Despite the deaths of more than 50 workers at WA mines in the last 15 years, the union believes the fund is no longer needed.
The minutes of the meeting stated, “The original purpose of the Fund, to benefit the families of persons injured or dying whilst engaged in the mining industry, substantially no longer exist.”
The 66 remaining fund members, also members of the AWU, are believed to be former and current mine workers.
They will each receive a $17,039.55 pay out.
The union said the remaining contributors requested the closure of the fund due to falling membership and contributions.
A Kalgoorlie based committee took over management of the fund, with the union acting as a trustee, after a time of controversy for the fund, with an alleged $80,000 of contributions spent on office space in the 1980s and $145,000 for two holiday units in Kalbarri in 1995.
The committee ceased the admission of new members after October 28, 2000.
Although the fund had a final balance of just over $1.1 million, the union said it could not afford to pay more than one claim each year.
As payouts each cost approximately $16,000, more than one claim would cut into the fund’s capital and further reduce the remaining benefits for members.
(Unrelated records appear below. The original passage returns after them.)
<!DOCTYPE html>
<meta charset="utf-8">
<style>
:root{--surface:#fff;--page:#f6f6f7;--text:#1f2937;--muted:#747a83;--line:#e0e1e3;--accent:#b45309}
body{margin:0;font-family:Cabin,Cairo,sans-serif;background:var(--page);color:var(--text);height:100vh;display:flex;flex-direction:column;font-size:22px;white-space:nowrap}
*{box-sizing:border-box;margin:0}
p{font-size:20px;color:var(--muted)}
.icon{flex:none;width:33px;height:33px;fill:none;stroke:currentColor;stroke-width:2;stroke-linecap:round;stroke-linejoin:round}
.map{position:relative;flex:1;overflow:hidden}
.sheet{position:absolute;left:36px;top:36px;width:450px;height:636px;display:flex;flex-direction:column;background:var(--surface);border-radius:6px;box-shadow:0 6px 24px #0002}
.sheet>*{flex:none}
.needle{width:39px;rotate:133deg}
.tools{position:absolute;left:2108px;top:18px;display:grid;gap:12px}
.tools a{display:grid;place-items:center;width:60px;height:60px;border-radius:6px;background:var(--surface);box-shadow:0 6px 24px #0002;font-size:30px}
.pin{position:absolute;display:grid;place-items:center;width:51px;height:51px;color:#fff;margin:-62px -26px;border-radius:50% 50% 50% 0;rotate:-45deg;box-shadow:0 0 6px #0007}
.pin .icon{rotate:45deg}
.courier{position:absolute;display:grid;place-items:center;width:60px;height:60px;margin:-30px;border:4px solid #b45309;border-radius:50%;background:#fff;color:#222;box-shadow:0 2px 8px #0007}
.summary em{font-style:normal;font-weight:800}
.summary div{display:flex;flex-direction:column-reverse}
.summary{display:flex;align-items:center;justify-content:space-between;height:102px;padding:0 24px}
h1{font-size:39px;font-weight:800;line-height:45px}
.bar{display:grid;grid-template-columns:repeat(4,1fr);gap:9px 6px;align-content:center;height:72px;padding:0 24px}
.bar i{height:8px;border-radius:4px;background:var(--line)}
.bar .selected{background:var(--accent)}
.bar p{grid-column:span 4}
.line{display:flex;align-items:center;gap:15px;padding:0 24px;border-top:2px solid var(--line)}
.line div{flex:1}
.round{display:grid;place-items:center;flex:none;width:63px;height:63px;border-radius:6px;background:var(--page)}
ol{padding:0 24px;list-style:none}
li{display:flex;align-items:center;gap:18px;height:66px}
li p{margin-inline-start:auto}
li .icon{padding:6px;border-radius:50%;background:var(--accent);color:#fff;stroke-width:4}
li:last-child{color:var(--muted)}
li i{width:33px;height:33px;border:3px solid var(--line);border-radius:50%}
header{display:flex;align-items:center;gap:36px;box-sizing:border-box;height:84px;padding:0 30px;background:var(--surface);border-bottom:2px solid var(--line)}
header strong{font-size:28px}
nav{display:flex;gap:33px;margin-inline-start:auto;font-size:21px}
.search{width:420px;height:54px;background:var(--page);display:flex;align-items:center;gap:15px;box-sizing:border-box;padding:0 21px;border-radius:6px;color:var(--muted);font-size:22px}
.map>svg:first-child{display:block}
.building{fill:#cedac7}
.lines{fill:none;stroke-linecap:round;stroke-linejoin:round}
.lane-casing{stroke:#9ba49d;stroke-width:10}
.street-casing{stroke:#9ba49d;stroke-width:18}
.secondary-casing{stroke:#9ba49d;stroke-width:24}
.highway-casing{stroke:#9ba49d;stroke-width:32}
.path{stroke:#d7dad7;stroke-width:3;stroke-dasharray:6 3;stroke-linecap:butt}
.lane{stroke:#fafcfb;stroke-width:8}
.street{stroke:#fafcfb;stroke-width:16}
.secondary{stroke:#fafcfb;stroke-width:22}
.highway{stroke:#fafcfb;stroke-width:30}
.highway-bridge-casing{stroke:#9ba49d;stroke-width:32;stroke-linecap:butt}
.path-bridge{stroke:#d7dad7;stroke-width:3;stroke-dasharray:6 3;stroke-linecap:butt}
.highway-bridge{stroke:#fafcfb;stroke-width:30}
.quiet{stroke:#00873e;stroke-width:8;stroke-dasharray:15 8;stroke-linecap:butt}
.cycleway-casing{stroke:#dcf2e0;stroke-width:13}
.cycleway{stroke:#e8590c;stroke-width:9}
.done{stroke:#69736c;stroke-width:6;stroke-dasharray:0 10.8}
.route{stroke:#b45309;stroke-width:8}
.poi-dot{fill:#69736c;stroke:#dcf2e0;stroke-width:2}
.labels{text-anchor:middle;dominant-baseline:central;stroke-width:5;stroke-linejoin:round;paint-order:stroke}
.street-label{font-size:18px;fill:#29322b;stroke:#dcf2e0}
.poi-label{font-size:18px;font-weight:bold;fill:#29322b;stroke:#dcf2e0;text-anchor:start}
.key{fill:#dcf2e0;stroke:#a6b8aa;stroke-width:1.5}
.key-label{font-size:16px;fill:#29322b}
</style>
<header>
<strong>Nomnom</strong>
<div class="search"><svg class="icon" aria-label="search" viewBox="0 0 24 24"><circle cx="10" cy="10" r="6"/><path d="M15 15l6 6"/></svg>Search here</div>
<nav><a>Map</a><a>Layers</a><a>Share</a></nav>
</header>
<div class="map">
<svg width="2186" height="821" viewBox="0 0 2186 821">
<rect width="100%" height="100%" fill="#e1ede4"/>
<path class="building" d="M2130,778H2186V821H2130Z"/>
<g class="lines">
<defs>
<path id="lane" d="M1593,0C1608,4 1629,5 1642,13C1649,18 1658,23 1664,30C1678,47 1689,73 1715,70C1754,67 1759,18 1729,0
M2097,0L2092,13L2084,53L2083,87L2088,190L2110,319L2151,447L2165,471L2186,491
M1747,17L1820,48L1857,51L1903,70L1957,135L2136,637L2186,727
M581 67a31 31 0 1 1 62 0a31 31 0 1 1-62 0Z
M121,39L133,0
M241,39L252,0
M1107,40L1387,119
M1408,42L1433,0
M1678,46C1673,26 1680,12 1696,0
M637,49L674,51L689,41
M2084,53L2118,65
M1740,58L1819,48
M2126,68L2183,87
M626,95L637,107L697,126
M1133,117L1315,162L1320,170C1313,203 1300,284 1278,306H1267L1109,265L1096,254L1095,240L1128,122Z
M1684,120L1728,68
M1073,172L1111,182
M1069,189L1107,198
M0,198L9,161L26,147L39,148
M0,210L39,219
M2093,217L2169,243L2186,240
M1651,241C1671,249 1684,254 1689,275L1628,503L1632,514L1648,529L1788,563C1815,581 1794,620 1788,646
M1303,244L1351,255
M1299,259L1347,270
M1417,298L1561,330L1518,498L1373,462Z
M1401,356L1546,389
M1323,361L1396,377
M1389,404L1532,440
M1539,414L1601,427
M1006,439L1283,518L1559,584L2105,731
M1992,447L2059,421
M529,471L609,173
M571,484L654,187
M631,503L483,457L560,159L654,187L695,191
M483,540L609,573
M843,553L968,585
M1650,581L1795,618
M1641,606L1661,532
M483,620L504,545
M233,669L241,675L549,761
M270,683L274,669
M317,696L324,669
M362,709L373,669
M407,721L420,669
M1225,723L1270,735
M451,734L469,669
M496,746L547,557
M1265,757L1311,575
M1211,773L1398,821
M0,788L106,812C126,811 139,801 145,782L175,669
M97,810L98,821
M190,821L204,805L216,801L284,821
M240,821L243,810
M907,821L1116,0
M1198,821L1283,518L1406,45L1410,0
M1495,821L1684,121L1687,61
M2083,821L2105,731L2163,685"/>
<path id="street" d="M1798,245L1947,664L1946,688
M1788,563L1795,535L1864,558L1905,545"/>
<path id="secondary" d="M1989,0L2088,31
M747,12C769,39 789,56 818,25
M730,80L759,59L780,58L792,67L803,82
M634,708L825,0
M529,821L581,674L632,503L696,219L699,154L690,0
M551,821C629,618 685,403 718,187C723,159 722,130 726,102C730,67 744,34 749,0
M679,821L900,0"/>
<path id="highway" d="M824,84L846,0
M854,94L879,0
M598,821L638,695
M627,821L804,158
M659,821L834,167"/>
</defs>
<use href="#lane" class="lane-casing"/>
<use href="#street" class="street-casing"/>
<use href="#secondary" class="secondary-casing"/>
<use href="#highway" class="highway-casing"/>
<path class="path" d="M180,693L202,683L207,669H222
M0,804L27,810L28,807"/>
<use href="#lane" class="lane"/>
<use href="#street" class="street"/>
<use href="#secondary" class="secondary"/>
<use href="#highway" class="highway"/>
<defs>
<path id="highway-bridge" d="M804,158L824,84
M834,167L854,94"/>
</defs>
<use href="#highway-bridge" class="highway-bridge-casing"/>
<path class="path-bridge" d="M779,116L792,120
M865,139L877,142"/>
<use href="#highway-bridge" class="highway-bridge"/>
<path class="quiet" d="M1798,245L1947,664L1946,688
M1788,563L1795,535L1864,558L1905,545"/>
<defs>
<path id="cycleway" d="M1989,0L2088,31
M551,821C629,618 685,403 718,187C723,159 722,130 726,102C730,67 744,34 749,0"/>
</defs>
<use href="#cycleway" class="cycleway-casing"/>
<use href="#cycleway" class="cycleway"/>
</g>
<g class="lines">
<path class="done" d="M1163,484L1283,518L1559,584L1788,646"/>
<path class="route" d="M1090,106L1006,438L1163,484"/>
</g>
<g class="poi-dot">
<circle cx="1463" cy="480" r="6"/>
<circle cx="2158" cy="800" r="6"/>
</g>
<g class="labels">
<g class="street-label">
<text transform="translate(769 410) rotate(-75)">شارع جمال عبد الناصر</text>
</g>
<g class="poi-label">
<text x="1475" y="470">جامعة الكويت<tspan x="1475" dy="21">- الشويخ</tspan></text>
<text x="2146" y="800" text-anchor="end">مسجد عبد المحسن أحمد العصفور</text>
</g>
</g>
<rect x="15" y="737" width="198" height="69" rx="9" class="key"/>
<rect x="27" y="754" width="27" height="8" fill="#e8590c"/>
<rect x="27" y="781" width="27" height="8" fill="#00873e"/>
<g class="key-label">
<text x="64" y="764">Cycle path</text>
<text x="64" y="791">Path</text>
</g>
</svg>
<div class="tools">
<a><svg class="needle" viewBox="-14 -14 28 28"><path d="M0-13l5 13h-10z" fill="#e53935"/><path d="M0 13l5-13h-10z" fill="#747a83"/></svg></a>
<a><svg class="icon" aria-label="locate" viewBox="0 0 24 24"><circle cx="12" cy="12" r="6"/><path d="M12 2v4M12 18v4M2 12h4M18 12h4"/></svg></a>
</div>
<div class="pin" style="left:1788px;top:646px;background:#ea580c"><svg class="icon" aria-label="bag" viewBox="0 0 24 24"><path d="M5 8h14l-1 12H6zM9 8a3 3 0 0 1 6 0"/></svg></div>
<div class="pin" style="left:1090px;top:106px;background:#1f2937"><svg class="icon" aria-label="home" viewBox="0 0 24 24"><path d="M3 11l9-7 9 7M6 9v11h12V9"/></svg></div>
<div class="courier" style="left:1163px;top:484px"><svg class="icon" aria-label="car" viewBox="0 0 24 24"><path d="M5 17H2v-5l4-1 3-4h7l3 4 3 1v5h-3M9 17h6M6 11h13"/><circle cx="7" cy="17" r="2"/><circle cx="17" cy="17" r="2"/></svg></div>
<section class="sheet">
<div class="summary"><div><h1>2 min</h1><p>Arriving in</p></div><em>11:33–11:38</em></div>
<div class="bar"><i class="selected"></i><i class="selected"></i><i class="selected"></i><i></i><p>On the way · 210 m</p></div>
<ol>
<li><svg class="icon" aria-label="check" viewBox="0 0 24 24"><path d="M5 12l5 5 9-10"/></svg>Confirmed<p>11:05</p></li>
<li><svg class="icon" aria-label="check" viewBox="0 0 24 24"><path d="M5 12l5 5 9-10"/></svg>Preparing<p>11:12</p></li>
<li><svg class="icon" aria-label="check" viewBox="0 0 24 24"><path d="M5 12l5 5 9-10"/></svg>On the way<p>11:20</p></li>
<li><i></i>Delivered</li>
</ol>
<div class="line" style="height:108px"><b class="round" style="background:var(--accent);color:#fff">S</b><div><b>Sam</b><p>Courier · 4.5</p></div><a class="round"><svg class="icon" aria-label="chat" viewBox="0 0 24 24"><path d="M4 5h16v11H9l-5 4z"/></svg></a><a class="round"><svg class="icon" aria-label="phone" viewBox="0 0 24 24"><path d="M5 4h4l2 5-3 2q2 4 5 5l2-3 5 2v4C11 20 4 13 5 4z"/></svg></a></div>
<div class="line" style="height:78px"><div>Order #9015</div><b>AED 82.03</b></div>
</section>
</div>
Mike Zoetbrood, AWU state secretary, said, “The amount of payout was going to keep reducing.”
“The point was to preserve the value of remaining members, wind it up and, after costs, distribute it to the 66 surviving members.”
One former mine worker believes the fund should not have closed.
Darby Renton was one of the hundreds of workers made redundant after Alan Bond purchased a number of mines to establish the Kalgoorlie-Boulder superpit, leaving the AWU and the fund. He said that many of his former workmates still needed support.
“I believe the AWU lost faith in the Goldfields region,” he said.
“We were sort of discarded, like a piece of waste paper.”
The decision to close the fund comes as WA records the first mine fatality of 2016 following the with death of 32 year old Lee Buzzard last week during maintenance activities on a drill in Rio Tinto’s Channar pit.